[PROBLEM REQUIREMENTS] Only an exact repetition of the entries will do.

[Collected data]
================
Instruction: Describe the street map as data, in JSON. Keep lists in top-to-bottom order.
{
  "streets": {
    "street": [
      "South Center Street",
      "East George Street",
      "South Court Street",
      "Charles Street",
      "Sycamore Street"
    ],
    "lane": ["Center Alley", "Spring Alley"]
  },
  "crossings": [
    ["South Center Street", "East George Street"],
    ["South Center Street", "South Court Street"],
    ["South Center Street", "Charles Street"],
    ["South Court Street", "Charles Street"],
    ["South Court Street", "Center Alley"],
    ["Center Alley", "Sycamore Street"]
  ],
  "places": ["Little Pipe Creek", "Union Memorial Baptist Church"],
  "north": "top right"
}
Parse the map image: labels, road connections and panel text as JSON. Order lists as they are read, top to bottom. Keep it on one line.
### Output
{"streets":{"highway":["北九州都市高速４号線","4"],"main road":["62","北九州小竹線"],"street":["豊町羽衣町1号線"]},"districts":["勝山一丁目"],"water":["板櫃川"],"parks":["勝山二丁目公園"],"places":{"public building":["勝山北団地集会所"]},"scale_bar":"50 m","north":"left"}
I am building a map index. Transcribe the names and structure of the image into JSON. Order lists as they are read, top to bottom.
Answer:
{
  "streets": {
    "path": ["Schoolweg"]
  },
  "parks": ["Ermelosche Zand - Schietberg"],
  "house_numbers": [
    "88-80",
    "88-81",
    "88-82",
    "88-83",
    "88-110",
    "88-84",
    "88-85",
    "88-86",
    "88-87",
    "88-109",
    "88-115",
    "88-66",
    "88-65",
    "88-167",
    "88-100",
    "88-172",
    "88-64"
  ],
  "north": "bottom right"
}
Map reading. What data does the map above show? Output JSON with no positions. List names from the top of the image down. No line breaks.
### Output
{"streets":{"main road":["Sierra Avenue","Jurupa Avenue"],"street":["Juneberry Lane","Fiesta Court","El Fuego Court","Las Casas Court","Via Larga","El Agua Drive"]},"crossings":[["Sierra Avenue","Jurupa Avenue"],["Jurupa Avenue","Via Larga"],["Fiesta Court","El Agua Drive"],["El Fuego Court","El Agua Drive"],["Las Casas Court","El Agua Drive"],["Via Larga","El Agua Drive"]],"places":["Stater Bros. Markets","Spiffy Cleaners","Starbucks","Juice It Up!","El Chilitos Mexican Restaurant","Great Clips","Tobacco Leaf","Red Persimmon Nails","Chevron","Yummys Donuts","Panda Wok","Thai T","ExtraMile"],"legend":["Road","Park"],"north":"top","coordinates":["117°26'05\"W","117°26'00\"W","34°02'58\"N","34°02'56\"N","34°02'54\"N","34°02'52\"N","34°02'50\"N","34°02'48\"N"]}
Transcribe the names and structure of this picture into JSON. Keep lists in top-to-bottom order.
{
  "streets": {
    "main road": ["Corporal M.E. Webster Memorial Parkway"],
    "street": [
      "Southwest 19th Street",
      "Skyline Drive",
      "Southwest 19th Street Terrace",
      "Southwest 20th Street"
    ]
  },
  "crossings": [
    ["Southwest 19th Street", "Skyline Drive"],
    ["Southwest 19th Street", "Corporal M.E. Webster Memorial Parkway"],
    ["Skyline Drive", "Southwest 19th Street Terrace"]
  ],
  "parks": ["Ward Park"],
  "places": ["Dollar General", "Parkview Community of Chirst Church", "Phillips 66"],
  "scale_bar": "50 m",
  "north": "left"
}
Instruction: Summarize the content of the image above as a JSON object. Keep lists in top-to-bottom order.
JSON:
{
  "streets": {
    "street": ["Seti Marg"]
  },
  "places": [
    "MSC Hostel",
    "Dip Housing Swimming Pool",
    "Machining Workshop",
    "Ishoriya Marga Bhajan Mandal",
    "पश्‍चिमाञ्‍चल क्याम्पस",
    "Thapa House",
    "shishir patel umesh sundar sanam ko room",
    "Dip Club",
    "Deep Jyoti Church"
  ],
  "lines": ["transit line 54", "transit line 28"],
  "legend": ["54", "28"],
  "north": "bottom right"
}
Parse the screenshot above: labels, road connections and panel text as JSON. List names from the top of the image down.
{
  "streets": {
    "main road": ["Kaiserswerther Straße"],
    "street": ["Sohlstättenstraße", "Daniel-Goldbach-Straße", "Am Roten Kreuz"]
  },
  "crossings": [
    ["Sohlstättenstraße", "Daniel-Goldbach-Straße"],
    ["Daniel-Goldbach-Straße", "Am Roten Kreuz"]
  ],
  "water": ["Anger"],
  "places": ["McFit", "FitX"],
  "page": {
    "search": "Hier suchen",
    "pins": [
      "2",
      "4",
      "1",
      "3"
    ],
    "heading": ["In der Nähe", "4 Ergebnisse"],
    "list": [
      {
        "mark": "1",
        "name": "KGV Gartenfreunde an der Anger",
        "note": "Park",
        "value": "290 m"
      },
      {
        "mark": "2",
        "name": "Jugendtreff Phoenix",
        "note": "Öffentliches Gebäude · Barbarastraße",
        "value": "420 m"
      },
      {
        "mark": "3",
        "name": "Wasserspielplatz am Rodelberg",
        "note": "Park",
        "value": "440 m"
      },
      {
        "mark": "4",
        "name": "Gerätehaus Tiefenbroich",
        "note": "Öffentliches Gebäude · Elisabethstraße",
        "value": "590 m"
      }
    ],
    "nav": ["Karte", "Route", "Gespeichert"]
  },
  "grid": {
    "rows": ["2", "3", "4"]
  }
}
================
[RESULT OF THIS TASK]
Instruction: Describe the street map as data, in JSON. Keep lists in top-to-bottom order.
{
  "streets": {
    "street": [
      "South Center Street",
      "East George Street",
      "South Court Street",
      "Charles Street",
      "Sycamore Street"
    ],
    "lane": ["Center Alley", "Spring Alley"]
  },
  "crossings": [
    ["South Center Street", "East George Street"],
    ["South Center Street", "South Court Street"],
    ["South Center Street", "Charles Street"],
    ["South Court Street", "Charles Street"],
    ["South Court Street", "Center Alley"],
    ["Center Alley", "Sycamore Street"]
  ],
  "places": ["Little Pipe Creek", "Union Memorial Baptist Church"],
  "north": "top right"
}
Parse the map image: labels, road connections and panel text as JSON. Order lists as they are read, top to bottom. Keep it on one line.
### Output
{"streets":{"highway":["北九州都市高速４号線","4"],"main road":["62","北九州小竹線"],"street":["豊町羽衣町1号線"]},"districts":["勝山一丁目"],"water":["板櫃川"],"parks":["勝山二丁目公園"],"places":{"public building":["勝山北団地集会所"]},"scale_bar":"50 m","north":"left"}
I am building a map index. Transcribe the names and structure of the image into JSON. Order lists as they are read, top to bottom.
Answer:
{
  "streets": {
    "path": ["Schoolweg"]
  },
  "parks": ["Ermelosche Zand - Schietberg"],
  "house_numbers": [
    "88-80",
    "88-81",
    "88-82",
    "88-83",
    "88-110",
    "88-84",
    "88-85",
    "88-86",
    "88-87",
    "88-109",
    "88-115",
    "88-66",
    "88-65",
    "88-167",
    "88-100",
    "88-172",
    "88-64"
  ],
  "north": "bottom right"
}
Map reading. What data does the map above show? Output JSON with no positions. List names from the top of the image down. No line breaks.
### Output
{"streets":{"main road":["Sierra Avenue","Jurupa Avenue"],"street":["Juneberry Lane","Fiesta Court","El Fuego Court","Las Casas Court","Via Larga","El Agua Drive"]},"crossings":[["Sierra Avenue","Jurupa Avenue"],["Jurupa Avenue","Via Larga"],["Fiesta Court","El Agua Drive"],["El Fuego Court","El Agua Drive"],["Las Casas Court","El Agua Drive"],["Via Larga","El Agua Drive"]],"places":["Stater Bros. Markets","Spiffy Cleaners","Starbucks","Juice It Up!","El Chilitos Mexican Restaurant","Great Clips","Tobacco Leaf","Red Persimmon Nails","Chevron","Yummys Donuts","Panda Wok","Thai T","ExtraMile"],"legend":["Road","Park"],"north":"top","coordinates":["117°26'05\"W","117°26'00\"W","34°02'58\"N","34°02'56\"N","34°02'54\"N","34°02'52\"N","34°02'50\"N","34°02'48\"N"]}
Transcribe the names and structure of this picture into JSON. Keep lists in top-to-bottom order.
{
  "streets": {
    "main road": ["Corporal M.E. Webster Memorial Parkway"],
    "street": [
      "Southwest 19th Street",
      "Skyline Drive",
      "Southwest 19th Street Terrace",
      "Southwest 20th Street"
    ]
  },
  "crossings": [
    ["Southwest 19th Street", "Skyline Drive"],
    ["Southwest 19th Street", "Corporal M.E. Webster Memorial Parkway"],
    ["Skyline Drive", "Southwest 19th Street Terrace"]
  ],
  "parks": ["Ward Park"],
  "places": ["Dollar General", "Parkview Community of Chirst Church", "Phillips 66"],
  "scale_bar": "50 m",
  "north": "left"
}
Instruction: Summarize the content of the image above as a JSON object. Keep lists in top-to-bottom order.
JSON:
{
  "streets": {
    "street": ["Seti Marg"]
  },
  "places": [
    "MSC Hostel",
    "Dip Housing Swimming Pool",
    "Machining Workshop",
    "Ishoriya Marga Bhajan Mandal",
    "पश्‍चिमाञ्‍चल क्याम्पस",
    "Thapa House",
    "shishir patel umesh sundar sanam ko room",
    "Dip Club",
    "Deep Jyoti Church"
  ],
  "lines": ["transit line 54", "transit line 28"],
  "legend": ["54", "28"],
  "north": "bottom right"
}
Parse the screenshot above: labels, road connections and panel text as JSON. List names from the top of the image down.
{
  "streets": {
    "main road": ["Kaiserswerther Straße"],
    "street": ["Sohlstättenstraße", "Daniel-Goldbach-Straße", "Am Roten Kreuz"]
  },
  "crossings": [
    ["Sohlstättenstraße", "Daniel-Goldbach-Straße"],
    ["Daniel-Goldbach-Straße", "Am Roten Kreuz"]
  ],
  "water": ["Anger"],
  "places": ["McFit", "FitX"],
  "page": {
    "search": "Hier suchen",
    "pins": [
      "2",
      "4",
      "1",
      "3"
    ],
    "heading": ["In der Nähe", "4 Ergebnisse"],
    "list": [
      {
        "mark": "1",
        "name": "KGV Gartenfreunde an der Anger",
        "note": "Park",
        "value": "290 m"
      },
      {
        "mark": "2",
        "name": "Jugendtreff Phoenix",
        "note": "Öffentliches Gebäude · Barbarastraße",
        "value": "420 m"
      },
      {
        "mark": "3",
        "name": "Wasserspielplatz am Rodelberg",
        "note": "Park",
        "value": "440 m"
      },
      {
        "mark": "4",
        "name": "Gerätehaus Tiefenbroich",
        "note": "Öffentliches Gebäude · Elisabethstraße",
        "value": "590 m"
      }
    ],
    "nav": ["Karte", "Route", "Gespeichert"]
  },
  "grid": {
    "rows": ["2", "3", "4"]
  }
}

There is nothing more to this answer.